Cardiac tissue non-heme iron and malondialdehyde content
The chromogen method was used to analyze non-heme iron (22). The NHI acid (1M HCl and 10% trichloroacetic acid in high-purity water) was used to digested cardiac tissue for 48 h at 65°C. Samples were cooled in water at room temperature for 5 min, vortex mixed, and then centrifuged at 10,000 g for 10 min. The supernatant and chromogen solution (0.2% thioglycolic acid and 0.02% disodium-4,7-diphenyl-1,10-phenanthroline desulphonated in 50% saturated NaAc solution) were mixed in a ratio of 1:1. After 20 min at room temperature, samples were read at 562 nm. Standard curves were prepared by iron standards (0, 2, 4, 6, 8 and 10 μg/ml of the iron standard solution). Standard curves were linear with slopes ranging from 0.12 to 0.15 AU/(Ag Fe/ml). Results were given in micrograms of iron per gram of wet tissues.
Malondialdehyde (MDA) is a widely used marker of oxidative lipid injury. In this study we used the commercial kit (Beyotime, S0131), which was based on measurement of thiobarbituric acid (TBA).
Isolation of neonatal mouse ventricular cardiomyocytes
Primary cultures of neonatal mouse ventricular cardiomyocytes (NMVMs) were prepared from neonatal C57BL/6J mice. Hearts were removed immediately following euthanasia, and were subjected to enzyme digestion reagent (1.0 mg/mL collagenase type II, Gibco, #17101015). Cells were cultured in DMEM (Hyclone, SH30022.01) containing 10% fetal bovine serum (FBS), 0.1 mM 5-Bromo-2’-deoxyuridine (BrdU, Sigma, B5002), and 1% penicillin/streptomycin and maintained at 37°C in 5% CO2. On the following day, medium was replaced with DMEM containing 10% FBS without BrdU.
Cell culture and in vitro treatment
Cardiomyocytes were incubated at 37°C in a humidified atmosphere containing 5% CO2 and 95% air. In vitro, hypoxic environment was simulated with modular hypoxia chamber. Oxygen level was less than 2% in the hypoxia chamber. Cardiomyocytes were pretreated with recombinant Adipsin (10 μg/ml) or vehicle (saline).

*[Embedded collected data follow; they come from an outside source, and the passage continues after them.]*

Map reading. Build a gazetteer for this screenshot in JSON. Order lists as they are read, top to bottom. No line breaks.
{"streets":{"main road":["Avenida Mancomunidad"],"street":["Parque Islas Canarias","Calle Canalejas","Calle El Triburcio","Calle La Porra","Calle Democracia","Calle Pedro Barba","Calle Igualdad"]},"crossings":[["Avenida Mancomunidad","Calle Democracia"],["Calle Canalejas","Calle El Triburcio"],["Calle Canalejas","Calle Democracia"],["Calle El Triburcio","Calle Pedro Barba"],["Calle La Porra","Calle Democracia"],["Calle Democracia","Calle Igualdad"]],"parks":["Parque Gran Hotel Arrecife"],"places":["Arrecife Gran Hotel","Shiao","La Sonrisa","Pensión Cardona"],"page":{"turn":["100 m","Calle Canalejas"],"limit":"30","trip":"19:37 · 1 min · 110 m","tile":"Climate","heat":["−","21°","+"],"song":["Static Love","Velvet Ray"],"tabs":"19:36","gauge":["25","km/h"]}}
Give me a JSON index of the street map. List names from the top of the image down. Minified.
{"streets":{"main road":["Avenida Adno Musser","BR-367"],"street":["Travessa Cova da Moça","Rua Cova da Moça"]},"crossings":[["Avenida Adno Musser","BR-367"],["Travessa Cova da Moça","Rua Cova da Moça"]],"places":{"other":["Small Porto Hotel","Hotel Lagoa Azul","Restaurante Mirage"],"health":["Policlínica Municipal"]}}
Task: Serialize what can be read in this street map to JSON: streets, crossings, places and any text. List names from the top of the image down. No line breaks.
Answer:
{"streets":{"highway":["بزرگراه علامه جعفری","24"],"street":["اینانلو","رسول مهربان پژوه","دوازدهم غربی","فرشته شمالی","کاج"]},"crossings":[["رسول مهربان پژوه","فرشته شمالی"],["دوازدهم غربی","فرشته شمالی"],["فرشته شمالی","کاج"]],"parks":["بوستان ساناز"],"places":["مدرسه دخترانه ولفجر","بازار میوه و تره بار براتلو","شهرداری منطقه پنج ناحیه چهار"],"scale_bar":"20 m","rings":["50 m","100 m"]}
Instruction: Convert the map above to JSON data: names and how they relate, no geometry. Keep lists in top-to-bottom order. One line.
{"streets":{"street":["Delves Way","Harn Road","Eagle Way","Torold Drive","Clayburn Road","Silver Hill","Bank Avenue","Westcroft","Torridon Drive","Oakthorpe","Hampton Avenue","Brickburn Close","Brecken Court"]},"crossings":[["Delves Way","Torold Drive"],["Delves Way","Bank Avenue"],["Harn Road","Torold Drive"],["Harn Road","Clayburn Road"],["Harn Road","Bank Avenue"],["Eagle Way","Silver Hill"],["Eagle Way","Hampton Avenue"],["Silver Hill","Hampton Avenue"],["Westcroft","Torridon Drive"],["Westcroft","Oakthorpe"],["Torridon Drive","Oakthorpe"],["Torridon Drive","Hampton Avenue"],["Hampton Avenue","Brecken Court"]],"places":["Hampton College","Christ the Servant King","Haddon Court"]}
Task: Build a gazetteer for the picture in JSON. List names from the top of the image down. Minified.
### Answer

RNA sequencing and data analysis
Whole-genome gene expression analysis was performed using neonatal ventricular cardiomyocytes exposed to Adipsin- and saline in hypoxia atmosphere (n = 3 per group). The RNA was extracted using Trizol (Invitrogen, #15596026), and cDNA samples were sequenced by a sequencing system (HiSeq3000; Illumina). The gene information was downloaded from the National Center for Biotechnology Information database. Heat map analyses were used to express different genes. Kyoto Encyclopedia of Genes and Genomes (KEGG) ontology enrichment analyses were also performed. Differences with a p-value < 0.05 were considered statistically significant.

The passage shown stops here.